2005/01/25

Further Thoughts on USD

In the Financial Times, there is an article Dollar at mercy of central banks which says that the Asian central banks are supporting the US dollar in order to stop their own currencies from appreciating.

In November, Alan Greenspan, US Federal Reserve chairman, suggested foreign investors would reach a limit in their desire to finance the US current account deficit and diversify into other currencies or demand higher US interest rates, "elevating the cost of financing" the deficit and "rendering it increasingly less tenable".

I think that higher interest rates is more likely to prick the credit bubble and wipe out the paper wealth of the US middle class through collapsing house prices. The worry is the flow-on effect to the Australian ecomomy where the fear of increased interest rates under a Labour government appearred to be a big factor in the win by John Howard.

Slowly moving away from the US currency means a continued fall in the US dollar against the Euro. This would increase inflation by increasing the cost of imports but making US exports even cheaper. Wage inflation would be unlikely given that organised labour is still very weak and that "full" employment is a government statistical myth. The price of oil seems to be capped at USD50 through, I suspect, US military pressure on Saudi Arabia and Iran. This would have the unintended effect of making oil cheaper throughout the rest of the world and boosting their economies, especially China.

A detailed survey out today suggests that central banks are increasingly moving official reserves out of the dollar and into the euro.

The article's conclusion is that:

Asian central banks are unlikely to pull the plug on dollar assets altogether. But they may be close to ending their willingness to provide cheap financing for an ever increasing US current account deficit.

In other words, the US ruling class seems resigned to losing some economic power in the USA but gaining through their foreign assets in those booming economies. The US middle class still has their illusion of paper wealth through the housing bubble which could be further inflated through purchases by foreigners of these 'cheap' houses.

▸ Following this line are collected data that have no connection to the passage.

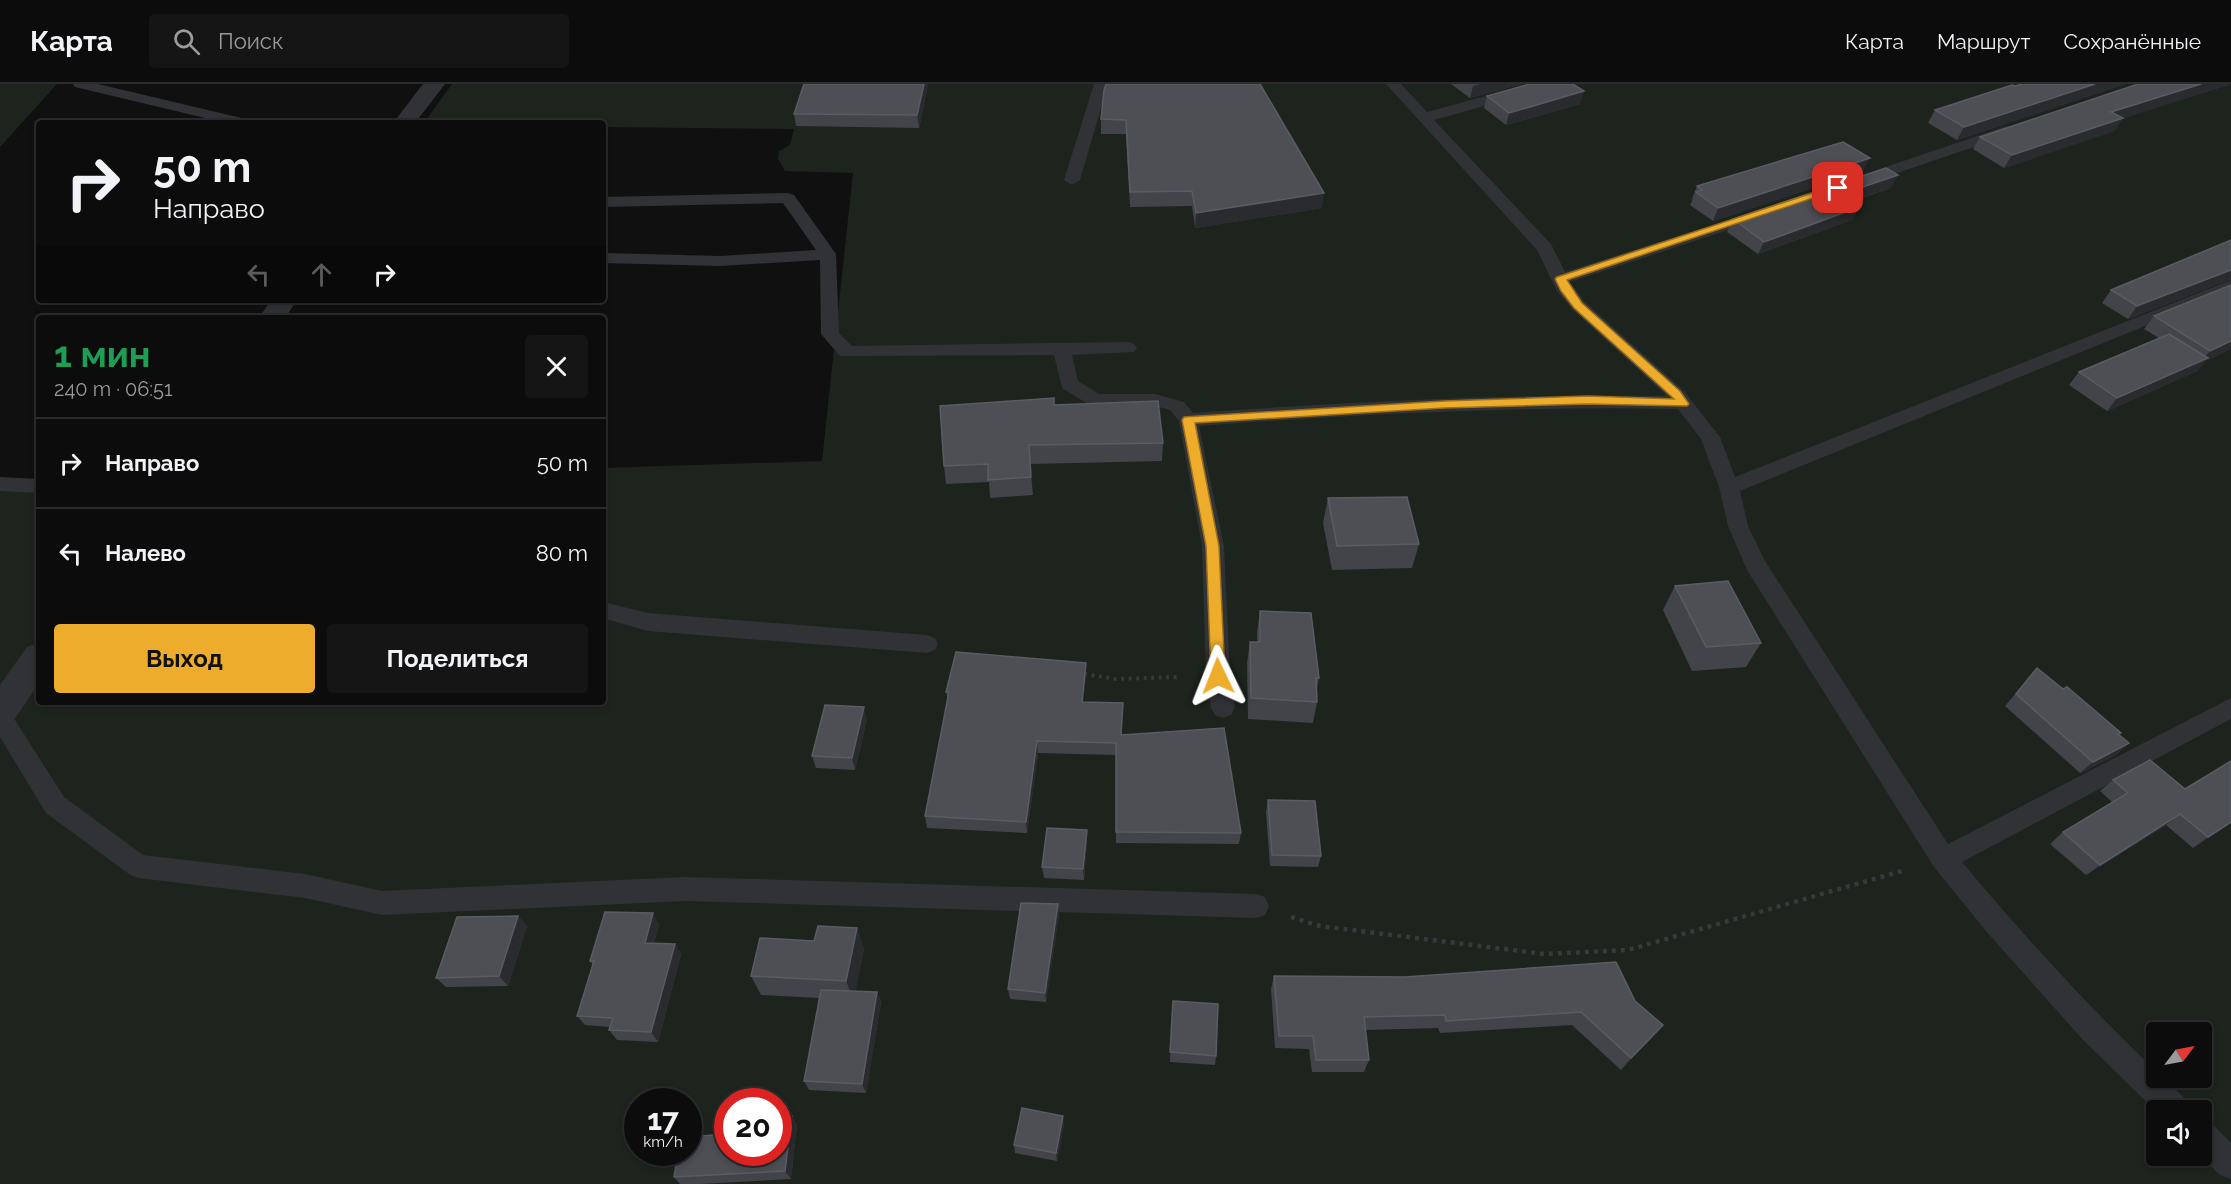 <!DOCTYPE html>
<html lang="ru">
<meta charset="utf-8">
<style>
body{margin:0;font-family:Raleway,sans-serif;background:#151516;color:#f1f3f6;height:100vh;display:flex;flex-direction:column;font-size:22px;white-space:nowrap}
*{box-sizing:border-box;margin:0}
p{font-size:20px;color:#9a9b9d}
.icon{flex:none;width:33px;height:33px;fill:none;stroke:currentColor;stroke-width:2;stroke-linecap:round;stroke-linejoin:round}
.map{position:relative;flex:1;overflow:hidden}
.details{position:absolute;left:36px;top:231px;width:570px;height:390px;display:flex;flex-direction:column;background:#0c0c0d;border-radius:6px;box-shadow:0 3px 9px #0003,0 0 0 2px #2c2c2e}
.details>*{flex:none}
.guide{position:absolute;left:36px;top:36px;width:570px;height:183px;border-radius:6px;box-shadow:0 3px 9px #0003,0 0 0 2px #2c2c2e;background:#0c0c0d;color:#f1f3f6;overflow:hidden}
.needle{width:39px;rotate:58deg}
.fabs{position:absolute;left:2146px;top:938px;display:grid;gap:12px}
.fabs a{display:grid;place-items:center;width:66px;height:66px;border-radius:6px;background:#0c0c0d;box-shadow:0 3px 9px #0003,0 0 0 2px #2c2c2e;font-size:30px}
.speed{position:absolute;left:624px;top:1004px;display:flex;gap:12px;font-size:30px;font-weight:700;text-align:center}
.speed>*{display:grid;place-content:center;width:78px;height:78px;border-radius:50%;background:#0c0c0d;box-shadow:0 3px 9px #0003,0 0 0 2px #2c2c2e;line-height:1}
.speed small{font-size:15px;font-weight:400}
.speed .limit{border:9px solid #d22;background:#fff;color:#111}
.pin{position:absolute;display:grid;place-items:center;width:51px;height:51px;color:#fff;margin:-26px;border-radius:12px;box-shadow:0 3px 9px #0006}
.me{position:absolute;width:66px;margin:-33px;rotate:358deg;stroke-linejoin:round;filter:drop-shadow(0 0 4px #0008)}
.turn{display:flex;align-items:center;gap:21px;height:126px;padding:0 18px;font-size:27px}
.turn .icon{width:78px;height:78px;stroke-width:2.5}
.turn b{display:block;font-size:42px;line-height:51px}
.lanes{display:flex;align-items:center;height:57px;padding:0 18px;background:#0003;justify-content:center;gap:30px;direction:ltr}
.lanes .off{opacity:.35}
.round{display:grid;place-items:center;flex:none;width:63px;height:63px;border-radius:6px;background:#151516}
.head{display:flex;align-items:center;justify-content:space-between;height:102px;padding:0 18px}
h1{font-size:36px;font-weight:700;line-height:45px;color:#1e9e55}
.cta{display:flex;gap:12px;margin-top:auto;padding:12px 18px}
.cta a{flex:1;height:69px;border-radius:6px;background:#edac2c;color:#111;font-size:24px;font-weight:700;line-height:69px;text-align:center}
.cta a+a{background:#151516;color:#f1f3f6}
ul{padding:0;list-style:none}
li{display:flex;align-items:center;gap:18px;height:90px;padding:0 18px;border-top:2px solid #2c2c2e}
li div{flex:1}
li b{display:block;font-size:22px}
li em{font-style:normal}
header{display:flex;align-items:center;gap:36px;box-sizing:border-box;height:84px;padding:0 30px;background:#0c0c0d;border-bottom:2px solid #2c2c2e}
header strong{font-size:28px}
nav{display:flex;gap:33px;margin-inline-start:auto;font-size:21px}
.search{width:420px;height:54px;background:#151516;display:flex;align-items:center;gap:15px;box-sizing:border-box;padding:0 21px;border-radius:6px;color:#9a9b9d;font-size:22px}
.map>svg:first-child{display:block}
.green{fill:#1c241d;fill-rule:evenodd}
.lines{fill:none;stroke-linecap:round;stroke-linejoin:round}
.path-far1{stroke:#37393d;stroke-width:4;stroke-dasharray:3 4.5;stroke-linecap:butt}
.path{stroke:#37393d;stroke-width:4.5;stroke-dasharray:4 5;stroke-linecap:butt}
.lane{fill:#313236;fill-rule:evenodd}
.street{fill:#313236;fill-rule:evenodd}
.wall{fill:#434449}
.shaded-wall{fill:#2a2b2e}
.building{fill:#4d4f54;stroke:#5a5c63;stroke-width:1.5}
.route{fill:#edac2c;stroke:#9a701d;stroke-width:1.5}
</style>
<header>
<strong>Карта</strong>
<div class="search"><svg class="icon" aria-label="search" viewBox="0 0 24 24"><circle cx="10" cy="10" r="6"/><path d="M15 15l6 6"/></svg>Поиск</div>
<nav><a>Карта</a><a>Маршрут</a><a>Сохранённые</a></nav>
</header>
<div class="map">
<svg width="2231" height="1100" viewBox="0 0 2231 1100">
<rect width="100%" height="100%" fill="#101011"/>
<g class="green">
<polygon points="0,0 57,0 0,63"/>
<path d="M452,0H2231V1100H0V404L39,402V618H603V384L822,377L853,89L785,87L778,75L779,67L790,61L794,45L603,43V39H424ZM2157,948H2202V993H2157ZM638,1017H688V1068H638ZM728,1017H778V1068H728ZM2157,1026H2202V1071H2157Z"/>
</g>
<g class="lines">
<polyline class="path-far1" points="1084,590 1116,595 1181,593"/>
<polyline class="path" points="1291,833 1320,842 1544,870 1628,866 1905,786"/>
<g class="lane">
<polygon points="73,0 98,0 250,36 253,39 226,39 75,3"/>
<polygon points="1094,0 1108,0 1080,96 1072,101 1064,96"/>
<path d="M1386,0H1401L1427,28L1531,0H1554L1552,3L1434,36L1551,160L1565,188L1753,128H1765L1767,131L1765,134L1570,198L1584,217L1683,306L1720,353L1735,393L2231,196V207L1740,407L1748,442L1765,477L1948,760L2231,614V635L1962,778C2023,851 2088,922 2157,988V993H2163L2186,1016L2191,1026H2157V1028L2083,956L1986,847L1934,783L1747,486L1728,442L1719,403L1701,355L1678,325C1518,322 1358,330 1199,342L1224,462L1230,592L1235,624L1231,631L1223,634L1215,631L1211,624L1206,592L1202,462L1179,337L1170,326L1155,322L1088,320L1062,304L1054,271L840,272L821,250L820,176L720,182L603,179V169L720,172L816,166L783,119L603,123V113L788,109L794,111L836,170L839,249L852,262L1128,258L1134,260L1137,264L1134,268L1072,271L1078,297L1099,310H1155L1184,318L1193,329C1351,318 1509,309 1667,312L1572,225L1557,207L1537,166Z"/>
<polygon points="2007,42 2012,44 2015,47 2012,50 1868,99 1862,101 1854,96 1856,93"/>
<polygon points="0,393 39,395 39,409 0,407"/>
<polygon points="603,518 648,529 927,551 935,554 938,560 935,566 927,569 648,547 603,534"/>
<polygon points="0,622 8,625 64,713 143,771 305,790 382,807 685,793 1256,810 1265,813 1269,822 1265,831 1256,834 685,817 382,831 305,814 138,794 129,790 46,729 0,653"/>
<polygon points="2202,1037 2213,1041 2231,1059 2231,1095 2220,1091 2200,1071 2202,1071"/>
</g>
<g class="street">
<polygon points="423,0 445,0 415,39 393,39"/>
<polygon points="271,216 297,216 285,234 259,234"/>
<polygon points="39,559 39,599 12,639 0,643 0,601 27,563"/>
</g>
</g>
<g class="wall">
<polygon points="928,0 919,44 796,42 794,30"/>
<polygon points="1451,0 1522,0 1470,14"/>
<polygon points="2022,0 2125,0 1957,56 1928,39 1935,26"/>
<polygon points="2231,0 2123,34 2114,47 2004,84 1973,65 1980,53"/>
<polygon points="1104,6 1322,124 1195,144 1192,122 1130,123 1126,50 1101,50 1101,35"/>
<polygon points="1487,12 1580,20 1506,41 1484,24"/>
<polygon points="1863,87 1713,137 1690,121 1693,115 1692,115 1697,102"/>
<polygon points="1891,104 1850,118 1859,123 1852,136 1758,170 1727,148 1733,135"/>
<polygon points="2231,156 2231,195 2128,235 2102,219 2111,206"/>
<polygon points="2231,201 2231,265 2205,277 2197,287 2107,327 2069,301 2079,288 2159,254 2144,245 2154,232"/>
<polygon points="1054,321 1163,359 1162,377 1030,380 1033,411 990,414 989,398 946,400 944,382"/>
<polygon points="1328,414 1419,460 1412,484 1332,486 1323,439"/>
<polygon points="1675,502 1761,559 1746,583 1692,587 1663,526"/>
<polygon points="1260,527 1319,594 1317,604 1317,618 1313,639 1248,635 1247,579 1250,558 1257,558 1257,548"/>
<polygon points="2037,584 2119,651 2129,659 2116,671 2080,689 2005,622"/>
<polygon points="1086,591 1083,618 1122,651 1241,749 1239,760 1116,759 1116,671 1038,669 1027,749 927,744 925,732 948,617 946,608"/>
<polygon points="867,635 855,686 816,684 812,672"/>
<polygon points="2231,677 2231,739 2193,764 2166,741 2086,791 2050,760 2063,748 2112,718 2100,707 2113,696 2185,705"/>
<polygon points="1268,716 1321,772 1318,783 1270,782 1266,728"/>
<polygon points="1087,757 1084,796 1044,794 1042,783"/>
<polygon points="1058,820 1059,830 1046,918 1010,915 1008,905"/>
<polygon points="518,832 527,842 508,902 446,903 436,894"/>
<polygon points="659,840 654,859 675,860 681,870 658,958 617,956 609,946 610,943 585,941 577,932 593,881 590,877"/>
<polygon points="864,864 855,908 877,908 881,918 866,1009 809,1006 804,997 819,914 761,911 751,892"/>
<polygon points="1274,892 1635,917 1663,941 1621,986 1572,941 1440,949 1438,944 1366,946 1369,976 1364,988 1312,988 1309,965 1275,964 1271,905"/>
<polygon points="1172,927 1216,972 1215,981 1170,978"/>
<polygon points="797,1040 791,1095 701,1100 680,1100 674,1093 728,1068"/>
<polygon points="1064,1040 1057,1077 1015,1069 1014,1061"/>
</g>
<g class="shaded-wall">
<polygon points="924,0 928,0 919,44 917,31"/>
<polygon points="1480,0 1522,0 1470,14 1473,2"/>
<polygon points="2095,0 2125,0 1957,56 1964,43"/>
<polygon points="2201,0 2231,0 2103,41 2111,28"/>
<polygon points="1584,7 1580,20 1506,41 1509,29"/>
<polygon points="2123,34 2114,47 2004,84 2012,71"/>
<polygon points="1870,74 1863,87 1713,137 1718,124"/>
<polygon points="1898,91 1891,104 1833,123 1839,111"/>
<polygon points="1324,109 1322,124 1195,144 1196,129"/>
<polygon points="1859,123 1852,136 1758,170 1764,158"/>
<polygon points="2231,186 2231,195 2128,235 2137,222"/>
<polygon points="2231,257 2231,265 2205,277 2197,287 2107,327 2117,314 2201,277 2210,267"/>
<polygon points="1086,579 1086,591 1082,630 1082,618"/>
<polygon points="864,623 867,635 855,686 852,674"/>
<polygon points="1037,657 1038,669 1027,749 1026,738"/>
<polygon points="2129,659 2116,671 2080,689 2093,678"/>
<polygon points="2180,730 2166,741 2086,791 2100,781"/>
<polygon points="2231,738 2231,739 2193,764 2208,753"/>
<polygon points="1087,746 1087,757 1084,796 1083,785"/>
<polygon points="1058,820 1059,830 1046,918 1045,909"/>
<polygon points="653,829 659,840 651,869 645,859"/>
<polygon points="518,832 527,842 508,902 499,892"/>
<polygon points="857,844 864,864 854,916 846,897"/>
<polygon points="675,860 681,870 658,958 651,948"/>
<polygon points="877,908 881,918 866,1009 862,1000"/>
<polygon points="1663,941 1652,954 1621,986 1631,974"/>
<polygon points="792,1032 797,1040 791,1095 785,1087"/>
<polygon points="1063,1032 1064,1040 1057,1077 1056,1069"/>
</g>
<g class="building">
<polygon points="804,0 924,0 917,31 794,30"/>
<polygon points="1106,0 1260,0 1324,109 1196,129 1192,107 1130,108 1126,36 1101,35 1104,6"/>
<polygon points="1530,0 1573,0 1584,7 1509,29 1487,12"/>
<polygon points="2022,0 2095,0 1964,43 1935,26 2012,1 2015,2"/>
<polygon points="2138,0 2201,0 2111,28 2123,34 2012,71 1980,53"/>
<polygon points="1843,58 1870,74 1718,124 1696,108 1702,106 1697,102"/>
<polygon points="1886,84 1898,91 1839,111 1859,123 1764,158 1733,135"/>
<polygon points="2231,156 2231,186 2137,222 2111,206"/>
<polygon points="2231,201 2231,257 2210,267 2154,232"/>
<polygon points="2169,250 2208,274 2117,314 2079,288"/>
<polygon points="1054,314 1054,321 1158,317 1163,359 1029,361 1031,393 988,396 988,380 944,382 940,322"/>
<polygon points="1407,413 1419,460 1337,462 1328,414"/>
<polygon points="1728,497 1761,559 1706,563 1675,502"/>
<polygon points="1260,527 1311,529 1319,594 1316,594 1317,618 1251,614 1250,558 1260,558"/>
<polygon points="956,568 1086,579 1082,618 1123,619 1121,651 1224,644 1241,749 1116,748 1116,659 1037,657 1026,738 925,732 949,608 946,608"/>
<polygon points="2037,584 2063,605 2067,603 2121,649 2118,650 2129,659 2093,678 2016,610"/>
<polygon points="825,621 864,623 852,674 812,672"/>
<polygon points="2150,676 2185,705 2231,677 2231,738 2208,753 2180,730 2100,781 2063,748 2128,709 2113,696"/>
<polygon points="1268,716 1315,717 1321,772 1272,771"/>
<polygon points="1047,744 1087,746 1083,785 1042,783"/>
<polygon points="1021,819 1058,820 1045,909 1008,905"/>
<polygon points="605,828 653,829 645,859 675,860 651,948 609,946 613,934 577,932 594,877 590,877"/>
<polygon points="518,832 499,892 436,894 457,833"/>
<polygon points="818,842 857,844 846,897 751,892 760,854 814,857"/>
<polygon points="1616,878 1635,917 1663,941 1631,974 1581,928 1446,937 1445,931 1364,933 1369,976 1316,976 1313,952 1279,952 1274,892 1405,893"/>
<polygon points="821,906 877,908 862,1000 804,997"/>
<polygon points="1173,917 1218,920 1216,972 1170,968"/>
<polygon points="1022,1024 1063,1032 1056,1069 1014,1061"/>
<polygon points="792,1032 785,1087 674,1093 678,1068 688,1068 688,1053 728,1050 728,1068 778,1068 778,1033"/>
</g>
<polygon class="route" points="1834,102 1843,104 1567,196 1582,219 1680,307 1689,320 1687,322 1587,320 1444,324 1195,339 1219,462 1225,592 1223,596 1213,596 1211,592 1206,462 1182,336 1184,333 1444,317 1587,312 1674,315 1574,224 1561,207 1555,195 1557,193"/>
</svg>
<div class="fabs">
<a><svg class="needle" viewBox="-14 -14 28 28"><path d="M0-13l5 13h-10z" fill="#e53935"/><path d="M0 13l5-13h-10z" fill="#9a9b9d"/></svg></a>
<a><svg class="icon" aria-label="sound" viewBox="0 0 24 24"><path d="M4 9h4l5-4v14l-5-4H4zM17 9q2 3 0 6"/></svg></a>
</div>
<div class="speed"><div>17<small>km/h</small></div><div class="limit">20</div></div>
<div class="pin" style="left:1838px;top:104px;background:#d93025"><svg class="icon" aria-label="arrive" viewBox="0 0 24 24"><path d="M6 21V4h12l-3 4 3 4H6"/></svg></div>
<svg class="me" style="left:1218px;top:592px" viewBox="-20 -20 40 40"><path d="M0-17L14 15 0 8-14 15z" fill="#edac2c" stroke="#fff" stroke-width="4"/></svg>
<div class="guide">
<div class="turn"><svg class="icon" aria-label="right" viewBox="0 0 24 24"><path d="M7 20v-9h11M14 6l5 5-5 5"/></svg><div><b>50 m</b>Направо</div></div>
<div class="lanes"><svg class="icon off" aria-label="left" viewBox="0 0 24 24"><path d="M17 20v-9H6M10 6l-5 5 5 5"/></svg><svg class="icon off" aria-label="ahead" viewBox="0 0 24 24"><path d="M12 20V5M6 11l6-6 6 6"/></svg><svg class="icon" aria-label="right" viewBox="0 0 24 24"><path d="M7 20v-9h11M14 6l5 5-5 5"/></svg></div>
</div>
<section class="details">
<div class="head"><div><h1>1 мин</h1><p>240 m · 06:51</p></div><a class="round"><svg class="icon" aria-label="close" viewBox="0 0 24 24"><path d="M6 6l12 12M18 6L6 18"/></svg></a></div>
<ul>
<li><svg class="icon" aria-label="right" viewBox="0 0 24 24"><path d="M7 20v-9h11M14 6l5 5-5 5"/></svg><div><b>Направо</b></div><em>50 m</em></li>
<li><svg class="icon" aria-label="left" viewBox="0 0 24 24"><path d="M17 20v-9H6M10 6l-5 5 5 5"/></svg><div><b>Налево</b></div><em>80 m</em></li>
</ul>
<div class="cta"><a>Выход</a><a>Поделиться</a></div>
</section>
</div>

However, the weakening of the US domestic economy has the effect of weakening the US military eventually. The weakening can only be staved off by moving government expenditure from social programs into the military and by creating more military hardware to be used by less personnel. In other words, the US military will have to become more capital intensive. This will benefit the USAF and USN at the expense of the US Army.

With the increased weakening of the US Army, the ability of the US ruling class to quell domestic dissent will become more problematic. If there are insufficient troops and police to be put on the streets, are the US rulers willing to use bombs (non-nuclear or nuclear) against the trouble spots? At this point of time, this question is moot given the passivity of the US people, in general.